This exercise requires an exact copy of each line from the one containing "Annotate the picture" down to the last line below.

Supplied entries ▸
- Opening Delimiter -

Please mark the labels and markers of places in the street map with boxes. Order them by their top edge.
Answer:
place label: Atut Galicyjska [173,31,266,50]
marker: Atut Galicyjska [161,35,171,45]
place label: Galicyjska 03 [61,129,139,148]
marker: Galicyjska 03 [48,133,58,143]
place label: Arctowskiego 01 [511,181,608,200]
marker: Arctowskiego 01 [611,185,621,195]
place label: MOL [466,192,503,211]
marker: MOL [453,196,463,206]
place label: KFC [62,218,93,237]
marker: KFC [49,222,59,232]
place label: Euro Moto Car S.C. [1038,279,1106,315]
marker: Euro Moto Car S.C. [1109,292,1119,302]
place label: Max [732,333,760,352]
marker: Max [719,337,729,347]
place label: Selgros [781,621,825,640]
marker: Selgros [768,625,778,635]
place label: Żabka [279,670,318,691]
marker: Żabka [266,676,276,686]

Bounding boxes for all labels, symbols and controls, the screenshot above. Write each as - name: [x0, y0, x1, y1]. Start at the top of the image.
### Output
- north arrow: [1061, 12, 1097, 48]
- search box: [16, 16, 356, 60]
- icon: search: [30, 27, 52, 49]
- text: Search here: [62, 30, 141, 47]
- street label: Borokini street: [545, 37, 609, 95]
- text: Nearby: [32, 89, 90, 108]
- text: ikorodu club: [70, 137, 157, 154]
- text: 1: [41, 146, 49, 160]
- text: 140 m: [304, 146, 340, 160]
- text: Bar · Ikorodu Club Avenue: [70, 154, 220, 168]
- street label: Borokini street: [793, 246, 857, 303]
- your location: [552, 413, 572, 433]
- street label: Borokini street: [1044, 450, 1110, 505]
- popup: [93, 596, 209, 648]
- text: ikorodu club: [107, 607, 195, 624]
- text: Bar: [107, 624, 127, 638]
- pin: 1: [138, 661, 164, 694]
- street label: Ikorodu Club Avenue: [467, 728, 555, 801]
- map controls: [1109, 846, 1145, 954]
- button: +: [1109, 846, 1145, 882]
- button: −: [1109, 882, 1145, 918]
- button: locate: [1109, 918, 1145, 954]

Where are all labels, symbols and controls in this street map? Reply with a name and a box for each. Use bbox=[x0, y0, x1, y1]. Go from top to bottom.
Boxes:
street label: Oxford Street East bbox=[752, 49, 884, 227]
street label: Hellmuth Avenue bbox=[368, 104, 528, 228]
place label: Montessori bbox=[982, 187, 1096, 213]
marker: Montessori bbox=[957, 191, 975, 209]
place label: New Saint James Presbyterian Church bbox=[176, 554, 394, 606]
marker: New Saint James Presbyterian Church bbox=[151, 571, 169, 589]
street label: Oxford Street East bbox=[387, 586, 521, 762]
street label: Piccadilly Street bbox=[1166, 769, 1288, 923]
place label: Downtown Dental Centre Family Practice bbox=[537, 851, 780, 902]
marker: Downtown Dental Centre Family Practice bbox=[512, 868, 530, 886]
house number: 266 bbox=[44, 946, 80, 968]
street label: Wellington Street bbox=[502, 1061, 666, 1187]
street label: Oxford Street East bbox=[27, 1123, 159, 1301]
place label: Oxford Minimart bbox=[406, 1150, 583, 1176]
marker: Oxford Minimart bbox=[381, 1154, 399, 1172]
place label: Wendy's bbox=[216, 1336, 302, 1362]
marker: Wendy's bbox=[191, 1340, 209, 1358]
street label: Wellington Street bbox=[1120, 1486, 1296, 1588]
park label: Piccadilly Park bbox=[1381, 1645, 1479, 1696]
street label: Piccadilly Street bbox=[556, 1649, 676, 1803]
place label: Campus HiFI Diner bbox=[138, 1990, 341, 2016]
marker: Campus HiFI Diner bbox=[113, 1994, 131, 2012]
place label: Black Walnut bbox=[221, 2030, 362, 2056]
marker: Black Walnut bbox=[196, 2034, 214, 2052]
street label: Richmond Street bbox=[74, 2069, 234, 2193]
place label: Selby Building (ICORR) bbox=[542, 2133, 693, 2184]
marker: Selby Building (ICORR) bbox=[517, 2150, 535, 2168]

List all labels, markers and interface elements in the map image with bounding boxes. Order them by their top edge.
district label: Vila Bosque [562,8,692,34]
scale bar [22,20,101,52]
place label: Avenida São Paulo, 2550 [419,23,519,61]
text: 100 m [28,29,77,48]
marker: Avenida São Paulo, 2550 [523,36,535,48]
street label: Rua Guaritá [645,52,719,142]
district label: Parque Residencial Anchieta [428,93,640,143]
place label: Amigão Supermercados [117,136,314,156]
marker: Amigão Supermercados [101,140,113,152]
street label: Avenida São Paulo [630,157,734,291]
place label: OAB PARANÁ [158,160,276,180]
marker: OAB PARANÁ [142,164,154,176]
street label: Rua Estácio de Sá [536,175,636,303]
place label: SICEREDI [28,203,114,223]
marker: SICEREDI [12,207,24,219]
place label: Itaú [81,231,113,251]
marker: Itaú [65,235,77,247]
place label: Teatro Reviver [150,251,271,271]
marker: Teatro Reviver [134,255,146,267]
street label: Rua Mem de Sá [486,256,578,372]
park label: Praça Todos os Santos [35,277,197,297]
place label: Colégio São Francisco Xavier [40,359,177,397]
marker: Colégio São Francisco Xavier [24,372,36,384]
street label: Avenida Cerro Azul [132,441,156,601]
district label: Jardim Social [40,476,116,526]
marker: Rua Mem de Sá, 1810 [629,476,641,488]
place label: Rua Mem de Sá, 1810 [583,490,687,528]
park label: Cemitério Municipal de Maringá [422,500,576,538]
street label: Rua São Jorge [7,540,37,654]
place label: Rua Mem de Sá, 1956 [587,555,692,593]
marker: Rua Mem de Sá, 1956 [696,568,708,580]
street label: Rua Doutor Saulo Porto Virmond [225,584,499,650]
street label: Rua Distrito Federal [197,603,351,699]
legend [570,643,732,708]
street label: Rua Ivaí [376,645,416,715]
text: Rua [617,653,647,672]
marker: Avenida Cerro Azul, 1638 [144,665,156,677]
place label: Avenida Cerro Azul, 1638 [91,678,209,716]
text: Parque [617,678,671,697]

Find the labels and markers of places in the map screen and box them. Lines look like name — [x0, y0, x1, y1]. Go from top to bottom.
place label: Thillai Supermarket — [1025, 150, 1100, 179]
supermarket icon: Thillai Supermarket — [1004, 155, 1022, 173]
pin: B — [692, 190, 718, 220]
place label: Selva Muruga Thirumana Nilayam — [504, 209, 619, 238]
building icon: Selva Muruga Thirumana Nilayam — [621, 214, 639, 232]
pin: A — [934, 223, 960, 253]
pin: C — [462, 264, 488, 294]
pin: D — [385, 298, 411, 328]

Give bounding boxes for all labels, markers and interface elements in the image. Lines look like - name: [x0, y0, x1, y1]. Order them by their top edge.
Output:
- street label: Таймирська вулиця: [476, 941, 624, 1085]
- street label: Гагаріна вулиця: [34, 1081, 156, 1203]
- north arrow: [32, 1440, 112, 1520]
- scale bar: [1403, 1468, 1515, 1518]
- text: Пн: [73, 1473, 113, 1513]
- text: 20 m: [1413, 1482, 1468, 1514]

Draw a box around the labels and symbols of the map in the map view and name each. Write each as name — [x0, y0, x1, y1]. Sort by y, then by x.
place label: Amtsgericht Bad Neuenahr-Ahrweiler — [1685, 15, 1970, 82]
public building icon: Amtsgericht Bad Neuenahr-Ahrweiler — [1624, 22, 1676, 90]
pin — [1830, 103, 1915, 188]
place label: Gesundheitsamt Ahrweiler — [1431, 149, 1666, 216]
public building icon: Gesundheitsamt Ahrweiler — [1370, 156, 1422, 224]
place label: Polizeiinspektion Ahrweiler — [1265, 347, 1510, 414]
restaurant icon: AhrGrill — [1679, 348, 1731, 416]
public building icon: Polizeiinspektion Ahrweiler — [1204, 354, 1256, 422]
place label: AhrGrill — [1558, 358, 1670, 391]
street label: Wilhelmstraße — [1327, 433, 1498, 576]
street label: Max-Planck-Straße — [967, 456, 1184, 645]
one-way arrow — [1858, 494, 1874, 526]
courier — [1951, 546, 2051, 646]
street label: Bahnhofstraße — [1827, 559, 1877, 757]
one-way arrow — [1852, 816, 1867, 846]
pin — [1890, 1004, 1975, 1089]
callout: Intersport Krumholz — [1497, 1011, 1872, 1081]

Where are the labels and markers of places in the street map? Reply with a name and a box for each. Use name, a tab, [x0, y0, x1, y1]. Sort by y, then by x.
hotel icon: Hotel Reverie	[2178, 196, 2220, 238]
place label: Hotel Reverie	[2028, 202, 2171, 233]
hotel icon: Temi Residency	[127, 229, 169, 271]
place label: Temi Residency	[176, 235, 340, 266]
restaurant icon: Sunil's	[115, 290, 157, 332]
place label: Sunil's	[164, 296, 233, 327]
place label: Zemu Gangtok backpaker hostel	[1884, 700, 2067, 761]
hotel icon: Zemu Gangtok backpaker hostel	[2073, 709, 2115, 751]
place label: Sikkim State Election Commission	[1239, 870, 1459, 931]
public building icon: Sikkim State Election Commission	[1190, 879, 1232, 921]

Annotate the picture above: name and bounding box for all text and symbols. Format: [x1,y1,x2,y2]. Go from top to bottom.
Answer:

- Closing Delimiter -

Expected output ▸
Annotate the picture above: name and bounding box for all text and symbols. Format: [x1,y1,x2,y2]. Go from top to bottom.
Answer:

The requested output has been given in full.